__Data to use__:
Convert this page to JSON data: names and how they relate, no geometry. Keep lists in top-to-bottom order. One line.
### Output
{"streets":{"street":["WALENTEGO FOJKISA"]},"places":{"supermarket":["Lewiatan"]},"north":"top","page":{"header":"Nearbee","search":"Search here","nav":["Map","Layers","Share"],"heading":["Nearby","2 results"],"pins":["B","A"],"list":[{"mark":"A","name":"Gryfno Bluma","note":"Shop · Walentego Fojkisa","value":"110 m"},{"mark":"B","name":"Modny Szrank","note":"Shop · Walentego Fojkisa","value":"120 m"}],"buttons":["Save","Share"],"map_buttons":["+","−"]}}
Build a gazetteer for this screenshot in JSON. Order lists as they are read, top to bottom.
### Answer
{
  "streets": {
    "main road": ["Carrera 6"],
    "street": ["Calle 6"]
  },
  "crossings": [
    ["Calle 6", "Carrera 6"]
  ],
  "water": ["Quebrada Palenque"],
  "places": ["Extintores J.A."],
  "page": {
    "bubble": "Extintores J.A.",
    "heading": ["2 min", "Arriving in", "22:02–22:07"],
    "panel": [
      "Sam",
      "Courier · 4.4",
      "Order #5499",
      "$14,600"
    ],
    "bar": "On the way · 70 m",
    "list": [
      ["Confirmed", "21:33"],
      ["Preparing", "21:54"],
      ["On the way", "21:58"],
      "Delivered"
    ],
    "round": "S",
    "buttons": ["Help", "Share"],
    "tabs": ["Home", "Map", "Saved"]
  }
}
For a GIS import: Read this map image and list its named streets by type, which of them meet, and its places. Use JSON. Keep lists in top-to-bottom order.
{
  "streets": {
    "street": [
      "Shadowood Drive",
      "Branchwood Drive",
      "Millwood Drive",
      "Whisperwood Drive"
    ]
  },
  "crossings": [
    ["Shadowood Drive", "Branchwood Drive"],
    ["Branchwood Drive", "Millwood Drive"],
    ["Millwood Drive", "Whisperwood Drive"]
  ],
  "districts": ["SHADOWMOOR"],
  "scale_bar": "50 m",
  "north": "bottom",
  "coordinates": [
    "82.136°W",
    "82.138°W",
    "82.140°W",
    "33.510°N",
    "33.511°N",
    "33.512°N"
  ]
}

__Assigned task__: How many lines in the records above hold the string "they"? Only the number is wanted.

__Answer section__: 2